Input records:
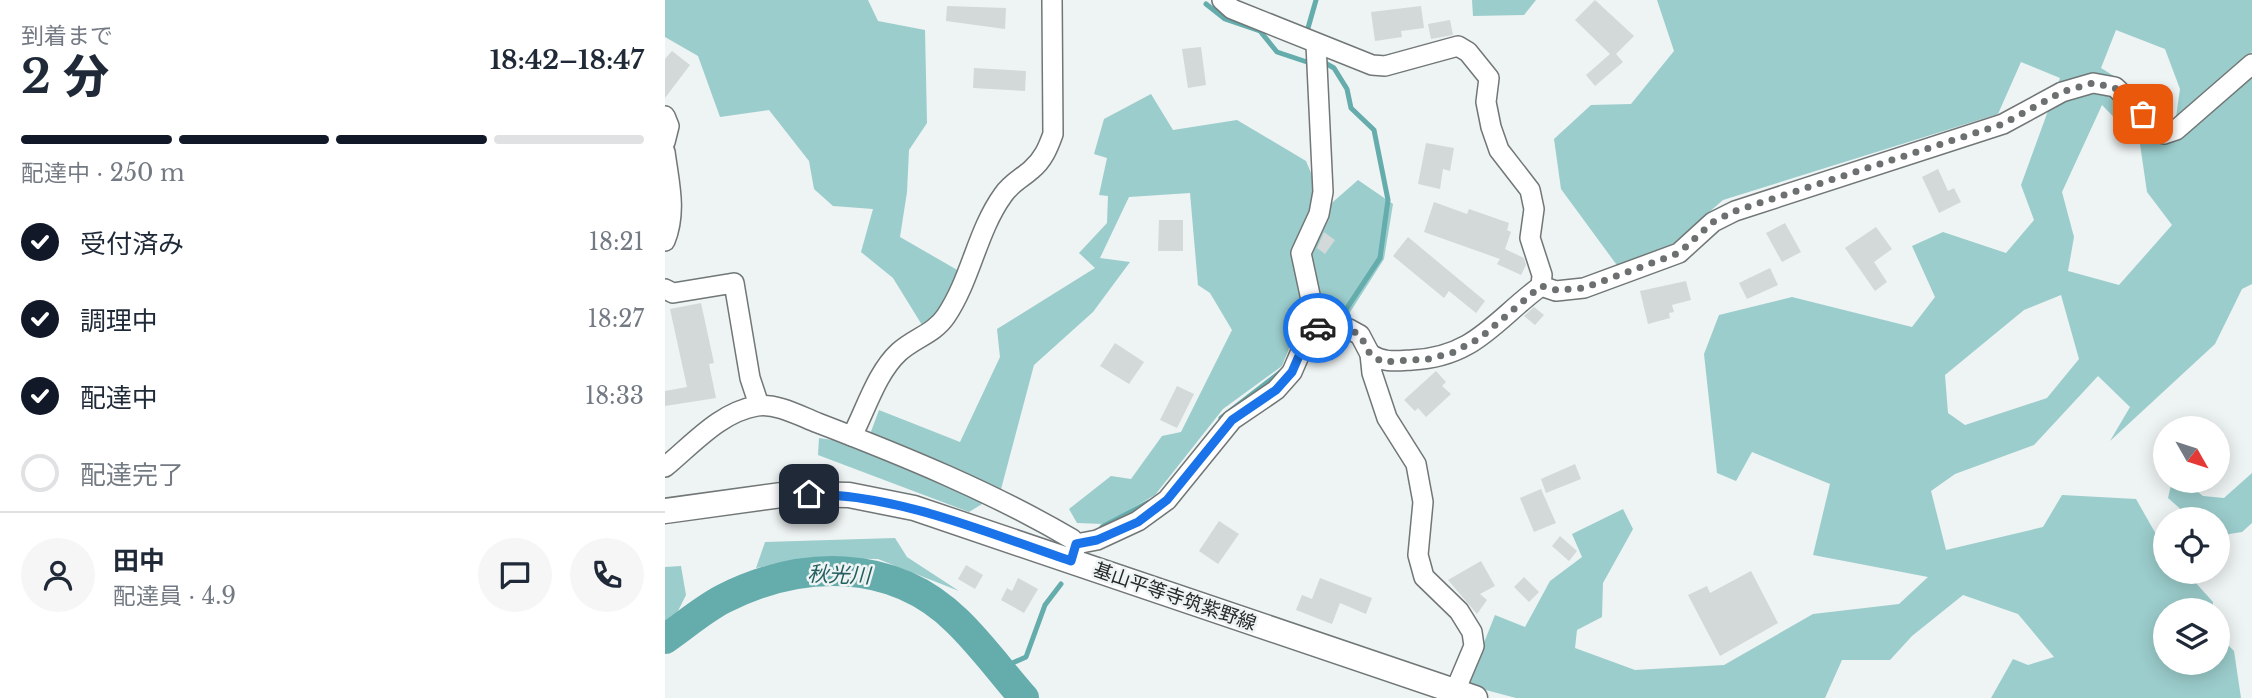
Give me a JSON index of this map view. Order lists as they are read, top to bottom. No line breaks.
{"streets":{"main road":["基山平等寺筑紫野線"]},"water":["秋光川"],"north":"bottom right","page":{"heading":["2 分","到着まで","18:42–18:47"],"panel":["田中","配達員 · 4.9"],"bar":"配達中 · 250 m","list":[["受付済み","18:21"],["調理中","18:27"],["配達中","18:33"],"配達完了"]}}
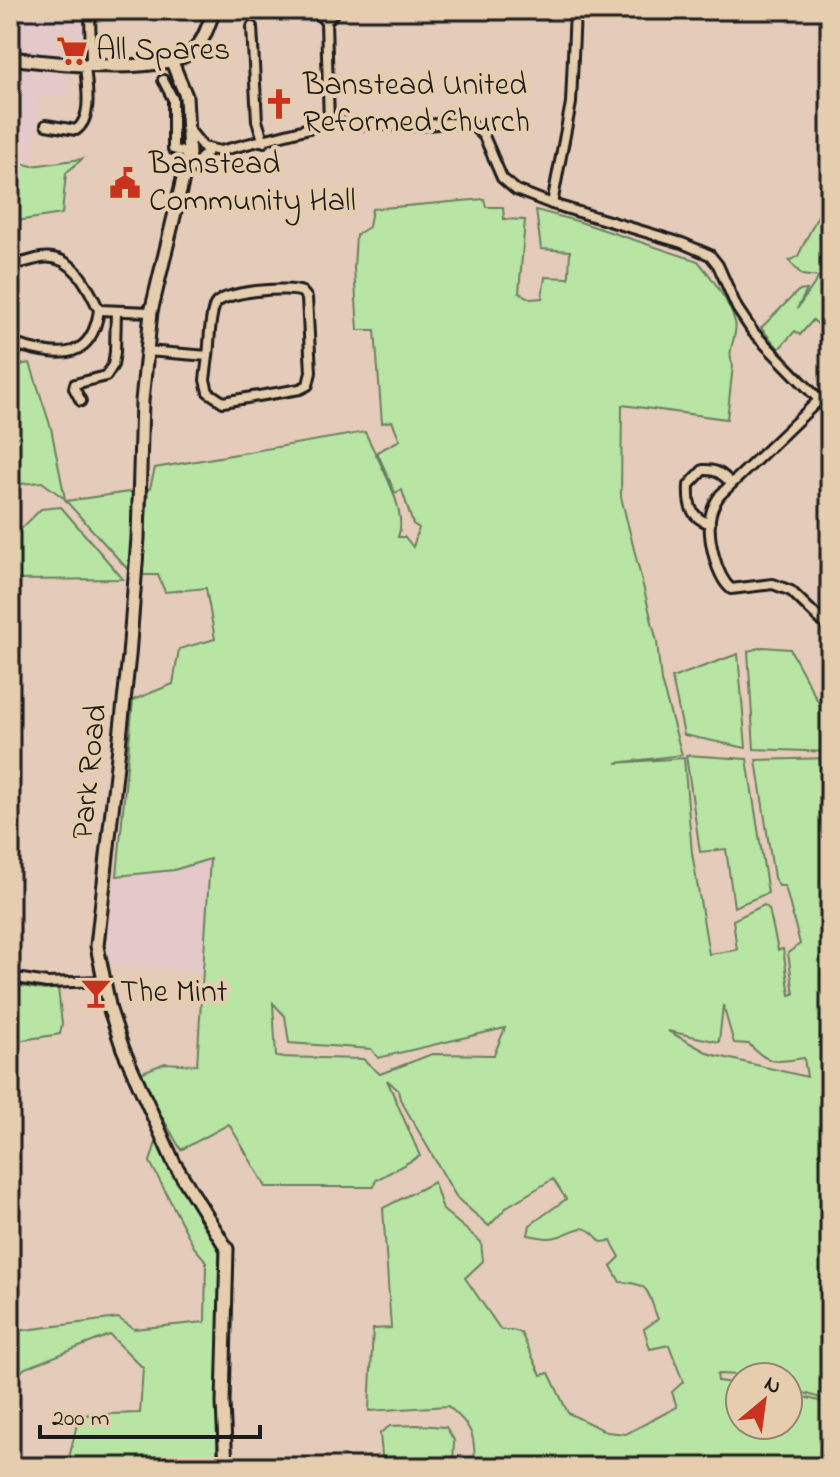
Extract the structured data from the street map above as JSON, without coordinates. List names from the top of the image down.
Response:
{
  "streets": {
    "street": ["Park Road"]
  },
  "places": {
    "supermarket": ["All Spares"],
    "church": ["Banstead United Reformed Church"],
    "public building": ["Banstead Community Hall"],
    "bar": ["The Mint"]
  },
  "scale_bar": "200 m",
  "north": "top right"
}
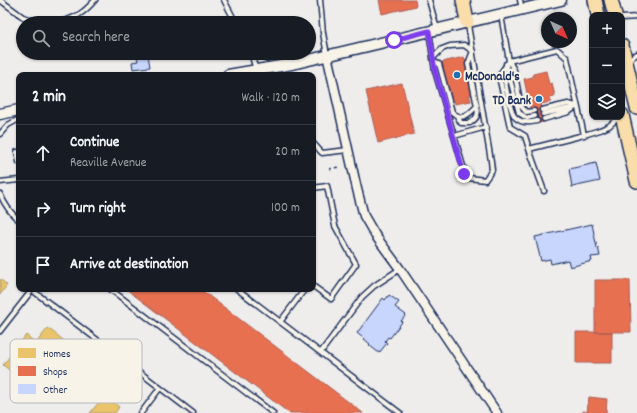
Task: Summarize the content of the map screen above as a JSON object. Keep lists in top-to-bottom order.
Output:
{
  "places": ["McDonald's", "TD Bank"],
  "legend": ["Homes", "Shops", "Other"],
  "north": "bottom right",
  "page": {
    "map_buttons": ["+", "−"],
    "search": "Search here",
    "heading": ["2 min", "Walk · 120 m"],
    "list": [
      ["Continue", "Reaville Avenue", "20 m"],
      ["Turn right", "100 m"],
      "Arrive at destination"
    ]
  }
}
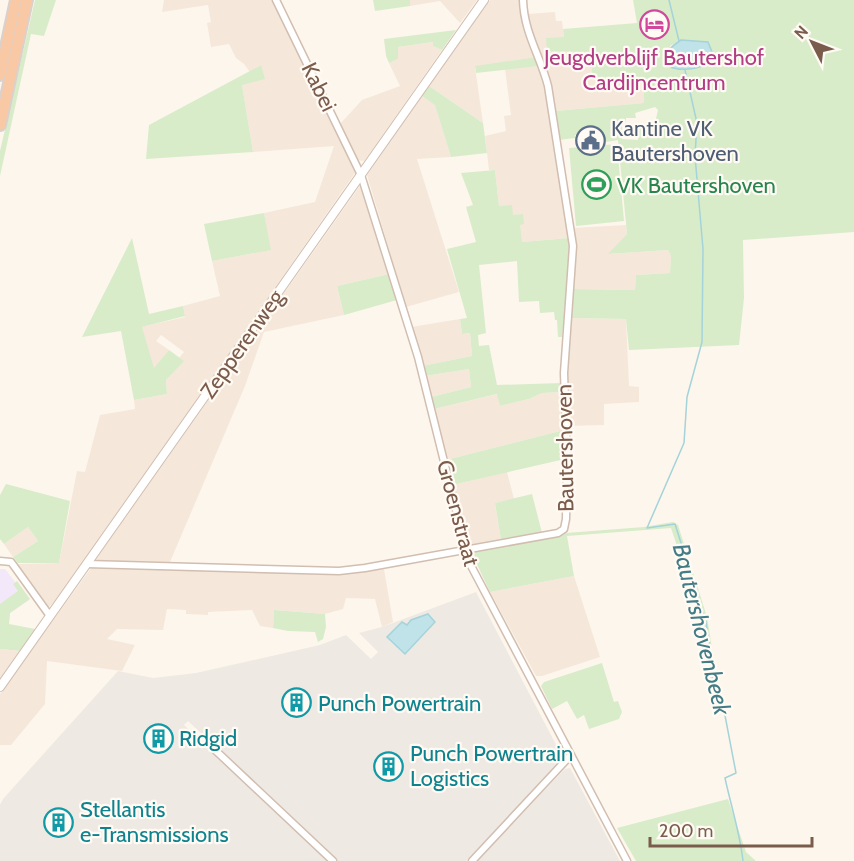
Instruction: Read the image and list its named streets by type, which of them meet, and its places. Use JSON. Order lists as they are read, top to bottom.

Task description: What lines in the material mention "above"? Copy every one of them.

Response:
Extract the structured data from the street map above as JSON, without coordinates. List names from the top of the image down.
Task: Summarize the content of the map screen above as a JSON object. Keep lists in top-to-bottom order.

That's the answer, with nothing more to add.